Civilized coexistence certainly distances us from the risk and barbarity of war (both military and economic), but it doesn’t exonerate us from battling in the field of ideas.

We need to win this battle of ideas in order to win the economic battle.

Cuba’s 21st-century economic battle will be fought on three main fronts:

1. The socialist state enterprise’s efficiency and growth capacity, as well as its insertion in the global economy.

2. The link between science and the economy, through high-tech companies, with products and services of high value added, that expand our export portfolio.

3. Conscious limitation on the extension of social inequalities, through action by the socialist state.

On these fronts the Cubans’ 21st century will be decided.

The battle of ideas consists of consolidating our thinking and consensus about where we want to go and, in concrete terms, how to get there.
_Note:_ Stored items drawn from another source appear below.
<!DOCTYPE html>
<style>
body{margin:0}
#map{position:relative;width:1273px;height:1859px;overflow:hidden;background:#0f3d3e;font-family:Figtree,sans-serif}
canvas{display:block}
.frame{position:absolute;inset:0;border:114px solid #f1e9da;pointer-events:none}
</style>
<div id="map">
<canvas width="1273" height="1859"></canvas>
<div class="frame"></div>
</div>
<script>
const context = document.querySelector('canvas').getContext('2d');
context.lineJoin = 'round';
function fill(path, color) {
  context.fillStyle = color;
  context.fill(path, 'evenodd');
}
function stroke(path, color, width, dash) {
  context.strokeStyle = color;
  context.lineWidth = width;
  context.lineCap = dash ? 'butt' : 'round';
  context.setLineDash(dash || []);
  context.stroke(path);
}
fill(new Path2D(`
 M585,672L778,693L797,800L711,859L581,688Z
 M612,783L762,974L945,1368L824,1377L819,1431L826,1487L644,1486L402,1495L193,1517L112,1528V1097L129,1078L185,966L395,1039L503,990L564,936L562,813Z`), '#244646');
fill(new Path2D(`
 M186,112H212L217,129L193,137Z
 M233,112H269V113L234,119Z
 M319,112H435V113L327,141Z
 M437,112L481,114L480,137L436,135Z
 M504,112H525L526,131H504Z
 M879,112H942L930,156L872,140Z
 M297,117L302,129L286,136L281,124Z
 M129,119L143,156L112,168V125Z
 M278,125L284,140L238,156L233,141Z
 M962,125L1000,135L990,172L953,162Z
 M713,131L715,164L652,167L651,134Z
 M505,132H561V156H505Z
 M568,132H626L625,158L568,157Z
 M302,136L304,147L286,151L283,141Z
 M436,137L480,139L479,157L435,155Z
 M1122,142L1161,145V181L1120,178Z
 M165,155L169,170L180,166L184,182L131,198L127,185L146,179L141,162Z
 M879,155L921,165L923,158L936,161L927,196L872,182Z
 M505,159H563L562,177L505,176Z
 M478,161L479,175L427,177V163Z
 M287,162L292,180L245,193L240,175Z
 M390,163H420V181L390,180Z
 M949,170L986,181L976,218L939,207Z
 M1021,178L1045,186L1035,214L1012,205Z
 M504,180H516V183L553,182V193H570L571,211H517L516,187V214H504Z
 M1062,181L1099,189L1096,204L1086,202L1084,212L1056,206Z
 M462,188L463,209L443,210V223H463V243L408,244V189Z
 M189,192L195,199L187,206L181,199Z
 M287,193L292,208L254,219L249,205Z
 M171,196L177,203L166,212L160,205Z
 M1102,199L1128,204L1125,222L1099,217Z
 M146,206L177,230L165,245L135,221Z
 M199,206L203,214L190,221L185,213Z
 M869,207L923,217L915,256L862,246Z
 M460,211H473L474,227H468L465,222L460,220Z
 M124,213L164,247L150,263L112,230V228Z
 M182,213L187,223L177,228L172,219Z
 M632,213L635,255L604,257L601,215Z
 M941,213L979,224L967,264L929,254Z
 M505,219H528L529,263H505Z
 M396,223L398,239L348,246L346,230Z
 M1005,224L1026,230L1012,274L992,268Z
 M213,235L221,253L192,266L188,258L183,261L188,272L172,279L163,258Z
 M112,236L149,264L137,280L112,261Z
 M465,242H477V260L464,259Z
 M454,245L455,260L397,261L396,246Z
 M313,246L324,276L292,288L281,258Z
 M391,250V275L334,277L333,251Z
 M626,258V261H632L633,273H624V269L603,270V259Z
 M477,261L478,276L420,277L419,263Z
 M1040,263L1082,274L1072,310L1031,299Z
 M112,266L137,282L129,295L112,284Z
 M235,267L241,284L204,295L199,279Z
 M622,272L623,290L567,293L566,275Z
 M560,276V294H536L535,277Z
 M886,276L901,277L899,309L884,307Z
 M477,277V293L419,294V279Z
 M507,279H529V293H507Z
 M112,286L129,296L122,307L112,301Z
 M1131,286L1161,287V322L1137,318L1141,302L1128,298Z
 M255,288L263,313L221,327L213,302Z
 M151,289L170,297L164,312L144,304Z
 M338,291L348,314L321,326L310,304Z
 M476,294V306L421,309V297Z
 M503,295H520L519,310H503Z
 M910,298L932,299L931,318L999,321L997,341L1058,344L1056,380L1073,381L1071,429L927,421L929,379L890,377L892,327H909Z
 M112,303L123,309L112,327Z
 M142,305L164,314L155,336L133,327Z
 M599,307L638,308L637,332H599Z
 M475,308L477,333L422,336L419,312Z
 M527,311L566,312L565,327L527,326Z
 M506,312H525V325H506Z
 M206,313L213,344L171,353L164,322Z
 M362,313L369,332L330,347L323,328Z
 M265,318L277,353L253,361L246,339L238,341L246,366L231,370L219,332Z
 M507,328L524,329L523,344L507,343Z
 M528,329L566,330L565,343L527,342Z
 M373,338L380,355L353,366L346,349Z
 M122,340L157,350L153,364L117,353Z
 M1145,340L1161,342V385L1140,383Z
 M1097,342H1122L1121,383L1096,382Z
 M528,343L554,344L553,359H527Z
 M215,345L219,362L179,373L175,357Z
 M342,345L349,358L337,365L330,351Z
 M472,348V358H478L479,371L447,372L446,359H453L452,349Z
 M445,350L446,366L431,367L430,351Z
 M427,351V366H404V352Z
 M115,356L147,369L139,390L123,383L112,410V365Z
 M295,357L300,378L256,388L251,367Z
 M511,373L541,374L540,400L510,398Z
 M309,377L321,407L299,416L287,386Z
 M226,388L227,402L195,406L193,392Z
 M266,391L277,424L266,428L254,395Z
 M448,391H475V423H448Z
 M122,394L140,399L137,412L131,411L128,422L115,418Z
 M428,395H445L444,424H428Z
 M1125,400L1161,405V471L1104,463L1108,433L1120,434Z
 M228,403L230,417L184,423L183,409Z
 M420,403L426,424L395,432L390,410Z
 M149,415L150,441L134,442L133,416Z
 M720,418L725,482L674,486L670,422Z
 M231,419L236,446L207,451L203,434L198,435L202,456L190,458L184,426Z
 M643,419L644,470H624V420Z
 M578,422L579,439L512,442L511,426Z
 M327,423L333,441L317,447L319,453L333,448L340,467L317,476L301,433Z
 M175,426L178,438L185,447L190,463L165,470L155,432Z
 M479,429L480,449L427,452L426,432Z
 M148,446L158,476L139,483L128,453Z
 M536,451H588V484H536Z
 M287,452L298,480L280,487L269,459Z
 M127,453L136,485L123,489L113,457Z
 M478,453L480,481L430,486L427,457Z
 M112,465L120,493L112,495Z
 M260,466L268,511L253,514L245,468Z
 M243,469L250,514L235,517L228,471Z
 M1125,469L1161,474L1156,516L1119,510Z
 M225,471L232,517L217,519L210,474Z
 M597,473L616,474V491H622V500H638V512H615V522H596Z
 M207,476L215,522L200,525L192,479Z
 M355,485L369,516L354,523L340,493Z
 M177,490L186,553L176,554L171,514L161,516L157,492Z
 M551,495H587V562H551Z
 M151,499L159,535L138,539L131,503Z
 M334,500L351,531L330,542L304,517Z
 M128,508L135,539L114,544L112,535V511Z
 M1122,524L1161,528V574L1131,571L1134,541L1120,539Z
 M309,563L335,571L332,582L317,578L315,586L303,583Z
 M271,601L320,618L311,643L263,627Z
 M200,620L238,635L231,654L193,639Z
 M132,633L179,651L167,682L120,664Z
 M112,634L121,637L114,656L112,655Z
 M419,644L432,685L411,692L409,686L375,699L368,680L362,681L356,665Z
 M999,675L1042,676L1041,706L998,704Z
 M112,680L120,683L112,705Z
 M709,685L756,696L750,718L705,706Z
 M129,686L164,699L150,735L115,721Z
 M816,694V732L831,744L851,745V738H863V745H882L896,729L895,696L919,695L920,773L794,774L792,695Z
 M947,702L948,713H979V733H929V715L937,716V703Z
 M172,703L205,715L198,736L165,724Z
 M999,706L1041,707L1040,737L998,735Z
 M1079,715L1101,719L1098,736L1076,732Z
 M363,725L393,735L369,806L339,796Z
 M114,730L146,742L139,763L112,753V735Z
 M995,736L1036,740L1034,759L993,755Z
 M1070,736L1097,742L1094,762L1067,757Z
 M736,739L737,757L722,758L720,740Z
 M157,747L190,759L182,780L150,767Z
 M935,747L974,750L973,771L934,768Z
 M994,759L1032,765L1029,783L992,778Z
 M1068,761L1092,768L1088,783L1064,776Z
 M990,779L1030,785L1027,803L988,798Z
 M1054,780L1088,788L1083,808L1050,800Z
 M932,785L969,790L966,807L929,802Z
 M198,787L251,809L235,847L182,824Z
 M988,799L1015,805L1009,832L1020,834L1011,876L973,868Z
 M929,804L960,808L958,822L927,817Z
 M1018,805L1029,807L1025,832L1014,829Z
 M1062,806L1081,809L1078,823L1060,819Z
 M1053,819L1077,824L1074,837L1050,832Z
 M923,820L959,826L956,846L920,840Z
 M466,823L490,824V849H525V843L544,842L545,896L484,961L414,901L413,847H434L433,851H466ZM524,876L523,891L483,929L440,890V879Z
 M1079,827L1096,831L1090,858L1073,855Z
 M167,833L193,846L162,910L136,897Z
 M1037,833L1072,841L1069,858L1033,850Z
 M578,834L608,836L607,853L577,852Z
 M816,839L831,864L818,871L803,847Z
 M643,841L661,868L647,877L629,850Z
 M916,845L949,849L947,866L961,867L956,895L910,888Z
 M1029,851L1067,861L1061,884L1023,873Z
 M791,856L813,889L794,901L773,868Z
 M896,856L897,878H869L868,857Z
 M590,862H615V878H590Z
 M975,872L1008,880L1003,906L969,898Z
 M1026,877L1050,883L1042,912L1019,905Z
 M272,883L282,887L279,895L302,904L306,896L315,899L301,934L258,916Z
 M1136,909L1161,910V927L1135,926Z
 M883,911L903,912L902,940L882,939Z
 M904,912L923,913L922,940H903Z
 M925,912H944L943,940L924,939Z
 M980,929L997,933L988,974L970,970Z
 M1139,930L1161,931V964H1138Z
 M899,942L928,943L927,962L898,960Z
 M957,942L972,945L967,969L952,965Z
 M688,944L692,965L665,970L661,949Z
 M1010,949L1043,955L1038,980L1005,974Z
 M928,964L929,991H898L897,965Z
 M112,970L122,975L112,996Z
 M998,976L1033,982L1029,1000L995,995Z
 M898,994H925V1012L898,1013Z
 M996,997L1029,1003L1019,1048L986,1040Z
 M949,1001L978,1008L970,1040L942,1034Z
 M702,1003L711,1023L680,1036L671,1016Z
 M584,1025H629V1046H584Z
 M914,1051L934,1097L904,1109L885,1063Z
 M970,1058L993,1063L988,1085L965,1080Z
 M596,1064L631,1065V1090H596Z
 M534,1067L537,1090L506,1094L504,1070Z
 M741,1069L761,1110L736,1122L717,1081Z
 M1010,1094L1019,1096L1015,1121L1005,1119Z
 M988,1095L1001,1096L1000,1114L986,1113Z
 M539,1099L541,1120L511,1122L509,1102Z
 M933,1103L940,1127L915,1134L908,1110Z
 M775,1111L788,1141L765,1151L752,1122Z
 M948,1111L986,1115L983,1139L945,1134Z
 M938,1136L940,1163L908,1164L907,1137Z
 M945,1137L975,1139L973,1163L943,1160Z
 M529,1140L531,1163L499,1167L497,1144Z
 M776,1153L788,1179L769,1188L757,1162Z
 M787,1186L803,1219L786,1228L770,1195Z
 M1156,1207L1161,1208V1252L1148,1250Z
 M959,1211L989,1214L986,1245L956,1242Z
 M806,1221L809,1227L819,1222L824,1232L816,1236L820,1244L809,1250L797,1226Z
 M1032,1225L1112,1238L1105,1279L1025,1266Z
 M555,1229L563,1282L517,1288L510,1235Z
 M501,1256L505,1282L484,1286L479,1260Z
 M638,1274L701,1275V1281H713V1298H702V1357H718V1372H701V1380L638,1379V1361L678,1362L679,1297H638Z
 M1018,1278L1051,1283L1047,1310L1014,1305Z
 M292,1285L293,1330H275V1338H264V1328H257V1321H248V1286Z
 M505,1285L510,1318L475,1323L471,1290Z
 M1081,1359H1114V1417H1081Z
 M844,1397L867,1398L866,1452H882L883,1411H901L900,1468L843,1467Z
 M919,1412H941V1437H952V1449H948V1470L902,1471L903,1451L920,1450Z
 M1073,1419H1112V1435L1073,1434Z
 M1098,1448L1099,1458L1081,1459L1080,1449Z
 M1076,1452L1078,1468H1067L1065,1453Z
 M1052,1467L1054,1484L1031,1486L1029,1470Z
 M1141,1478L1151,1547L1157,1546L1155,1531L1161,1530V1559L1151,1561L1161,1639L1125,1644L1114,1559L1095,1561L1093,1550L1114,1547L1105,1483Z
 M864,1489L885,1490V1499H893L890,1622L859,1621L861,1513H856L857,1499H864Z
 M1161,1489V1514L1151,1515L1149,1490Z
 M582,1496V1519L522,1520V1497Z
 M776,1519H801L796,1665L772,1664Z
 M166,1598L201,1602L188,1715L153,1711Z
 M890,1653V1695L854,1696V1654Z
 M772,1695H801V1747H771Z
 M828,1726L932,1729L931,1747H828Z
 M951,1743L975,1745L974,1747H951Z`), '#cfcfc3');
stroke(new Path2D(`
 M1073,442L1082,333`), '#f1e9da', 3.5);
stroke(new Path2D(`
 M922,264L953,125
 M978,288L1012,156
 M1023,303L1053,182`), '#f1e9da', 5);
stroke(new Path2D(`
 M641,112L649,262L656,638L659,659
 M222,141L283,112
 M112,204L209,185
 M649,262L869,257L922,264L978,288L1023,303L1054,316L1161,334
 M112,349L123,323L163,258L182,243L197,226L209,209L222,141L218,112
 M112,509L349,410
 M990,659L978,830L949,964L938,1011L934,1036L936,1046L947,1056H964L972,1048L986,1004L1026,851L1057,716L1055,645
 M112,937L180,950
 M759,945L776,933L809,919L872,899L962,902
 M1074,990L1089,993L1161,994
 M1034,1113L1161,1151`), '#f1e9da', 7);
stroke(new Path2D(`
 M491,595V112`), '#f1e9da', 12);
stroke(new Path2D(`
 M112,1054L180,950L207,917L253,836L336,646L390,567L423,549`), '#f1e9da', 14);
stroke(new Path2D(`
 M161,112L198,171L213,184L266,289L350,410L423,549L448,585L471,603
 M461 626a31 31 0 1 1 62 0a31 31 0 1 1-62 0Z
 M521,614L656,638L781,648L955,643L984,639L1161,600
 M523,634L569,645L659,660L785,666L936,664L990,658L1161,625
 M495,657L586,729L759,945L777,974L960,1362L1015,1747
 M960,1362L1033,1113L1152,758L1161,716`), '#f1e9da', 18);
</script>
The Florida Straits’ waters shouldn’t be the scenario for war, and it’s very good for everyone that this be so. But for a long time, those waters will continue to separate two different conceptions of how human beings should live together, of the way people organize themselves to work and live in society, and of the distribution of the fruits of their labor. And it’s also very good that this be so. Our ideal for human society is rooted in our historical experience and in the collective soul of Cubans, brilliantly synthesized in José Martí’s thinking. He studied and understood U.S. society better than anyone of his time, and said: “Our life has no resemblance to it, nor should it at too many points.”

Capitalism’s essential belief, even among those who sincerely think so, is that material prosperity is constructed on the basis of private property and competition. Ours is that creativity is motivated by ideals of social equity and solidarity among people, including future generations. Our concept of society represents the future … even if the future takes some time in coming, conditioned objectively by the present. It still represents the future for which we have to struggle.

Private property and competition represent the past, and although this past still necessarily exists within the present, it continues to be the past.

You always have to see the concepts behind the words spoken, and the reasons why other words are left unspoken.

The battle for our ideal of how human beings should live together will be in the hands of today’s generations of young Cubans, who in their time will confront challenges different from the ones faced by 20th-century revolutionaries, but all the same great, transcendental and also more complex.

Analyzing these challenges’ complexities, I have to confess I’d like to enlist once again in the Union of Communist Youth, whose membership card (No. 7784 of 1963) sits on the desk in front of me. I’m still a communist, but I’ve had to accept that I’m no longer “young.” Yet what I can do is share with young people an analysis of what is being said today and what has been left unsaid, and together with them construct the intellectual tools we need for the battles ahead.

José Martí wrote in April 1895: “The biggest war unleashed against us will be in the realm of ideas: so we will win it with ideas.”